### DATA BELOW:
== == ==
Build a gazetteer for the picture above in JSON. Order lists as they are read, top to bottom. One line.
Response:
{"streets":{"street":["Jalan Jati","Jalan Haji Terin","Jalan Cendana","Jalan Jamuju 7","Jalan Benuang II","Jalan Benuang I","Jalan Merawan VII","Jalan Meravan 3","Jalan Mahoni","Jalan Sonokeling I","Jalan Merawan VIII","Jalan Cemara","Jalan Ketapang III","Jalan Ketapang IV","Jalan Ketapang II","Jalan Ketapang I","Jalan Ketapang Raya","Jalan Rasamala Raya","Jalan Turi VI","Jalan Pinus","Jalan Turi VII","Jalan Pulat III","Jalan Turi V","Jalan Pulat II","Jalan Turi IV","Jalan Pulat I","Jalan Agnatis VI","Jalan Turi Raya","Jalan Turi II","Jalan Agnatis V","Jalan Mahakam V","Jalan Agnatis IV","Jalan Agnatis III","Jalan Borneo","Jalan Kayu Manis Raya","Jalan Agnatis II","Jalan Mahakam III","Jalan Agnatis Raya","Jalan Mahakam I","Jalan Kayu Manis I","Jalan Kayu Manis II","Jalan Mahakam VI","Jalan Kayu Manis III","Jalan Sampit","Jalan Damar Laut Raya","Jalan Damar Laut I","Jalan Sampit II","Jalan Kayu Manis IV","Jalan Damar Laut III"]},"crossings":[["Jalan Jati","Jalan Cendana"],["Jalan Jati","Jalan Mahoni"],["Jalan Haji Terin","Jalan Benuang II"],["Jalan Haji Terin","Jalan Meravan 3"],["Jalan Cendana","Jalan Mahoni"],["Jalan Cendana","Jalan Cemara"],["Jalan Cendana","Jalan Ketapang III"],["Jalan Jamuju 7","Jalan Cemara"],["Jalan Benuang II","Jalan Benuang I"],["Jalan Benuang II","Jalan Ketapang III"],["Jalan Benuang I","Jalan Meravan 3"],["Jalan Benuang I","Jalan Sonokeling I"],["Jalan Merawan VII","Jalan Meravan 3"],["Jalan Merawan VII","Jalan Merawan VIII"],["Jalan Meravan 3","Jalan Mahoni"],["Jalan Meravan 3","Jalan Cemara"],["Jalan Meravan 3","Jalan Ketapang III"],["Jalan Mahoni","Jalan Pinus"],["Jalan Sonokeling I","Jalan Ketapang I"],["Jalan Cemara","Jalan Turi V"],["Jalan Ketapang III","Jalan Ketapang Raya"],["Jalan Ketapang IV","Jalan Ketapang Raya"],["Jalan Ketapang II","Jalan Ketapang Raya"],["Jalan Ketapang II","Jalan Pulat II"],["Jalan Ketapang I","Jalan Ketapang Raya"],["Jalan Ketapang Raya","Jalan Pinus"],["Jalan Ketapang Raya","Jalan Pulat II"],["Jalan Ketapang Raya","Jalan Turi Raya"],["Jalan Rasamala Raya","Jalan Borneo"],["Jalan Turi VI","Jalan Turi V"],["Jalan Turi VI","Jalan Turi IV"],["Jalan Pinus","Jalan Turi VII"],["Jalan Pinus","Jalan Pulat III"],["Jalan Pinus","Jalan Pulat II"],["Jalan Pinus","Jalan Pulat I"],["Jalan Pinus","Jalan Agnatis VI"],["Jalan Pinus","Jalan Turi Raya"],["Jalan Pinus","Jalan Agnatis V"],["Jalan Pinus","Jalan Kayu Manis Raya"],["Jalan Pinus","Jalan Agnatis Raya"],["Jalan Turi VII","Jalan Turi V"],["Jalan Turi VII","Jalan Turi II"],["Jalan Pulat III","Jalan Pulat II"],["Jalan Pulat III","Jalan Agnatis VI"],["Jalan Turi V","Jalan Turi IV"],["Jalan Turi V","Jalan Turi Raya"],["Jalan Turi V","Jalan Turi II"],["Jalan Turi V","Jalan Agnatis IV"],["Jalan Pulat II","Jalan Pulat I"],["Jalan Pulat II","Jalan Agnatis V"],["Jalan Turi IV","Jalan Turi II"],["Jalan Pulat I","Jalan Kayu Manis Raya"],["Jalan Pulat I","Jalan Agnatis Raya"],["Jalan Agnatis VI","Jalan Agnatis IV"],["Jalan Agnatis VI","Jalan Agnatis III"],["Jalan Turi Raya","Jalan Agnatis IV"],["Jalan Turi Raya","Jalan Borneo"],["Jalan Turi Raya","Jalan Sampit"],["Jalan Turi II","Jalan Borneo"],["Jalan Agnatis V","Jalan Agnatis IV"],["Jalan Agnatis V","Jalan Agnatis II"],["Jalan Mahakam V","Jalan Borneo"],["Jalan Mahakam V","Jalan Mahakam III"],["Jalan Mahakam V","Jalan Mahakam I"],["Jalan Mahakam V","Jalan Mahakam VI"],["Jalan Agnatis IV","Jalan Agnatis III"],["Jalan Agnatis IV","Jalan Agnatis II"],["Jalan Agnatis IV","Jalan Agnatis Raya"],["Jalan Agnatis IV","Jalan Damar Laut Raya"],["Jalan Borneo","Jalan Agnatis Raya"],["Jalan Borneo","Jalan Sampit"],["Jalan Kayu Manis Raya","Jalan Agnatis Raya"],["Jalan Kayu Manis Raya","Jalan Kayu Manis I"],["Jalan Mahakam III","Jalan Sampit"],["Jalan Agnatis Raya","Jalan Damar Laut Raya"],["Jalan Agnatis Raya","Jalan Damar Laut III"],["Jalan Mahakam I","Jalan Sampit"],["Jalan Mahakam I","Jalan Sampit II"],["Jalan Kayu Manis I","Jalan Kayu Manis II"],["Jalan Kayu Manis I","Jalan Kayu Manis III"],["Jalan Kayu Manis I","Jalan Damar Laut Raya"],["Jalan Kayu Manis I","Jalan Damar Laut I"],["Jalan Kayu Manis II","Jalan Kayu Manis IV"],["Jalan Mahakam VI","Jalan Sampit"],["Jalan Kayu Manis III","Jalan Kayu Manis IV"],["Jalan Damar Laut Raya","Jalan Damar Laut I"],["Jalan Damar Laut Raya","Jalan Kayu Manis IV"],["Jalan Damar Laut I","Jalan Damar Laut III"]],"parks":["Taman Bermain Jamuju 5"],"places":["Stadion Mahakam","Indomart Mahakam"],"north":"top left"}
== == ==
### WORK TO BE COMPLETED:
Since the material above must be kept intact, output it exactly as it is.

### REPLY TO THE EXERCISE:
Build a gazetteer for the picture above in JSON. Order lists as they are read, top to bottom. One line.
Response:
{"streets":{"street":["Jalan Jati","Jalan Haji Terin","Jalan Cendana","Jalan Jamuju 7","Jalan Benuang II","Jalan Benuang I","Jalan Merawan VII","Jalan Meravan 3","Jalan Mahoni","Jalan Sonokeling I","Jalan Merawan VIII","Jalan Cemara","Jalan Ketapang III","Jalan Ketapang IV","Jalan Ketapang II","Jalan Ketapang I","Jalan Ketapang Raya","Jalan Rasamala Raya","Jalan Turi VI","Jalan Pinus","Jalan Turi VII","Jalan Pulat III","Jalan Turi V","Jalan Pulat II","Jalan Turi IV","Jalan Pulat I","Jalan Agnatis VI","Jalan Turi Raya","Jalan Turi II","Jalan Agnatis V","Jalan Mahakam V","Jalan Agnatis IV","Jalan Agnatis III","Jalan Borneo","Jalan Kayu Manis Raya","Jalan Agnatis II","Jalan Mahakam III","Jalan Agnatis Raya","Jalan Mahakam I","Jalan Kayu Manis I","Jalan Kayu Manis II","Jalan Mahakam VI","Jalan Kayu Manis III","Jalan Sampit","Jalan Damar Laut Raya","Jalan Damar Laut I","Jalan Sampit II","Jalan Kayu Manis IV","Jalan Damar Laut III"]},"crossings":[["Jalan Jati","Jalan Cendana"],["Jalan Jati","Jalan Mahoni"],["Jalan Haji Terin","Jalan Benuang II"],["Jalan Haji Terin","Jalan Meravan 3"],["Jalan Cendana","Jalan Mahoni"],["Jalan Cendana","Jalan Cemara"],["Jalan Cendana","Jalan Ketapang III"],["Jalan Jamuju 7","Jalan Cemara"],["Jalan Benuang II","Jalan Benuang I"],["Jalan Benuang II","Jalan Ketapang III"],["Jalan Benuang I","Jalan Meravan 3"],["Jalan Benuang I","Jalan Sonokeling I"],["Jalan Merawan VII","Jalan Meravan 3"],["Jalan Merawan VII","Jalan Merawan VIII"],["Jalan Meravan 3","Jalan Mahoni"],["Jalan Meravan 3","Jalan Cemara"],["Jalan Meravan 3","Jalan Ketapang III"],["Jalan Mahoni","Jalan Pinus"],["Jalan Sonokeling I","Jalan Ketapang I"],["Jalan Cemara","Jalan Turi V"],["Jalan Ketapang III","Jalan Ketapang Raya"],["Jalan Ketapang IV","Jalan Ketapang Raya"],["Jalan Ketapang II","Jalan Ketapang Raya"],["Jalan Ketapang II","Jalan Pulat II"],["Jalan Ketapang I","Jalan Ketapang Raya"],["Jalan Ketapang Raya","Jalan Pinus"],["Jalan Ketapang Raya","Jalan Pulat II"],["Jalan Ketapang Raya","Jalan Turi Raya"],["Jalan Rasamala Raya","Jalan Borneo"],["Jalan Turi VI","Jalan Turi V"],["Jalan Turi VI","Jalan Turi IV"],["Jalan Pinus","Jalan Turi VII"],["Jalan Pinus","Jalan Pulat III"],["Jalan Pinus","Jalan Pulat II"],["Jalan Pinus","Jalan Pulat I"],["Jalan Pinus","Jalan Agnatis VI"],["Jalan Pinus","Jalan Turi Raya"],["Jalan Pinus","Jalan Agnatis V"],["Jalan Pinus","Jalan Kayu Manis Raya"],["Jalan Pinus","Jalan Agnatis Raya"],["Jalan Turi VII","Jalan Turi V"],["Jalan Turi VII","Jalan Turi II"],["Jalan Pulat III","Jalan Pulat II"],["Jalan Pulat III","Jalan Agnatis VI"],["Jalan Turi V","Jalan Turi IV"],["Jalan Turi V","Jalan Turi Raya"],["Jalan Turi V","Jalan Turi II"],["Jalan Turi V","Jalan Agnatis IV"],["Jalan Pulat II","Jalan Pulat I"],["Jalan Pulat II","Jalan Agnatis V"],["Jalan Turi IV","Jalan Turi II"],["Jalan Pulat I","Jalan Kayu Manis Raya"],["Jalan Pulat I","Jalan Agnatis Raya"],["Jalan Agnatis VI","Jalan Agnatis IV"],["Jalan Agnatis VI","Jalan Agnatis III"],["Jalan Turi Raya","Jalan Agnatis IV"],["Jalan Turi Raya","Jalan Borneo"],["Jalan Turi Raya","Jalan Sampit"],["Jalan Turi II","Jalan Borneo"],["Jalan Agnatis V","Jalan Agnatis IV"],["Jalan Agnatis V","Jalan Agnatis II"],["Jalan Mahakam V","Jalan Borneo"],["Jalan Mahakam V","Jalan Mahakam III"],["Jalan Mahakam V","Jalan Mahakam I"],["Jalan Mahakam V","Jalan Mahakam VI"],["Jalan Agnatis IV","Jalan Agnatis III"],["Jalan Agnatis IV","Jalan Agnatis II"],["Jalan Agnatis IV","Jalan Agnatis Raya"],["Jalan Agnatis IV","Jalan Damar Laut Raya"],["Jalan Borneo","Jalan Agnatis Raya"],["Jalan Borneo","Jalan Sampit"],["Jalan Kayu Manis Raya","Jalan Agnatis Raya"],["Jalan Kayu Manis Raya","Jalan Kayu Manis I"],["Jalan Mahakam III","Jalan Sampit"],["Jalan Agnatis Raya","Jalan Damar Laut Raya"],["Jalan Agnatis Raya","Jalan Damar Laut III"],["Jalan Mahakam I","Jalan Sampit"],["Jalan Mahakam I","Jalan Sampit II"],["Jalan Kayu Manis I","Jalan Kayu Manis II"],["Jalan Kayu Manis I","Jalan Kayu Manis III"],["Jalan Kayu Manis I","Jalan Damar Laut Raya"],["Jalan Kayu Manis I","Jalan Damar Laut I"],["Jalan Kayu Manis II","Jalan Kayu Manis IV"],["Jalan Mahakam VI","Jalan Sampit"],["Jalan Kayu Manis III","Jalan Kayu Manis IV"],["Jalan Damar Laut Raya","Jalan Damar Laut I"],["Jalan Damar Laut Raya","Jalan Kayu Manis IV"],["Jalan Damar Laut I","Jalan Damar Laut III"]],"parks":["Taman Bermain Jamuju 5"],"places":["Stadion Mahakam","Indomart Mahakam"],"north":"top left"}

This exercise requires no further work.